Time Limit: 2000/1000 MS (Java/Others)    Memory Limit: 32768/32768 K (Java/Others)
Total Submission(s): 2738    Accepted Submission(s): 1454

 

Problem Description

As we know,the shape of a binary search tree is greatly related to the order of keys we insert. To be precisely:
1.  insert a key k to a empty tree, then the tree become a tree with
only one node;
2.  insert a key k to a nonempty tree, if k is less than the root ,insert
it to the left sub-tree;else insert k to the right sub-tree.
We call the order of keys we insert “the order of a tree”,your task is,given a oder of a tree, find the order of a tree with the least lexicographic order that generate the same tree.Two trees are the same if and only if they have the same shape.

 

 

Input

There are multiple test cases in an input file.

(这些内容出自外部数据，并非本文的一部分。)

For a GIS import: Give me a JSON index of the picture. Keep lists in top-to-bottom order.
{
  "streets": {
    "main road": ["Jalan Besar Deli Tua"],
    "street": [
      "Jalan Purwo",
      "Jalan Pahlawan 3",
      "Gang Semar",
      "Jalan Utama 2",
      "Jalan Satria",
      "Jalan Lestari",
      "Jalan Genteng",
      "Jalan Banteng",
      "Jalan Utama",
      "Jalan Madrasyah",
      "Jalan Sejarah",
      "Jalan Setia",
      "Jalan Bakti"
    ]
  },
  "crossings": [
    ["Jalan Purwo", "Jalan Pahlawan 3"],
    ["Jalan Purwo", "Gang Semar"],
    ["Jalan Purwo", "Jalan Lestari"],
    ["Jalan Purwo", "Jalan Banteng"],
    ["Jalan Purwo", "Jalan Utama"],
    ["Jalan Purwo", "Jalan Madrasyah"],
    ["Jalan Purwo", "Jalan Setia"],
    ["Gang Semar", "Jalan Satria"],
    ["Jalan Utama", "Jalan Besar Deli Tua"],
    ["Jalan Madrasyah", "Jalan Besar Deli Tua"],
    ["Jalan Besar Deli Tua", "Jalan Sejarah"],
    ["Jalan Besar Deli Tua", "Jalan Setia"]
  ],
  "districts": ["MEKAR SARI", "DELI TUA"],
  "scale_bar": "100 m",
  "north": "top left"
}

The first line of each testcase is an integer n(n <= 100,000),represent the number of nodes.The second line has n intergers,k1 to kn,represent the order of a tree.To make if more simple, k1 to kn is a sequence of 1 to n.

 

 

Output

One line with n intergers, which are the order of a tree that generate the same tree with the least lexicographic.

 

 

Sample Input

4 1 3 4 2

 

 

Sample Output

1 3 2 4

 

 

#include <iostream>
#include <cstdio>


/*
 * 二叉搜索树模板题
 */
using namespace std;


/*
 * 定义节点
 */
typedef struct node {
    int data;
    node *lchild;
    node *rchild;
} BSTNode, *BST;


bool isFirstTime = true;


/*
 * 二叉树的插入操作.
 *
 */
void insert(BST &T, int data) {

    /*
     * 如果当前二叉树为空
     */
    if (T == NULL) {
        //新建根节点
        T = new BSTNode();

        T->data = data;
        T->lchild = NULL;
        T->rchild = NULL;
        return;
    }

    /*
     * 如果插入的数值小于根节点的数值
     */
    if (data < T->data) {
        //插入左子树
        insert(T->lchild, data);
    } else {
        //否则,插入右子树
        insert(T->rchild, data);
    }
}


/*
 * 前序遍历
 */
void preOrder(BST &T) {

    //如果当前的树不为空
    if (T != NULL) {

        //格式上的要求,和算法本身无关
        if (isFirstTime == false) {
            printf(" ");
        }

        isFirstTime = false;

        //访问根节点
        printf("%d", T->data);
        //访问左子树
        preOrder(T->lchild);
        //访问右子树
        preOrder(T->rchild);
    }
}


int main() {

    int n;

    while (scanf("%d", &n) != EOF) {
        BST T = NULL;

        isFirstTime = true;
        int i;
        for (i = 0; i < n; ++i) {
            int data;
            scanf("%d", &data);
            insert(T,data);
        }


        preOrder(T);

        //不加会PE
        printf("\n");
    }

    return 0;
}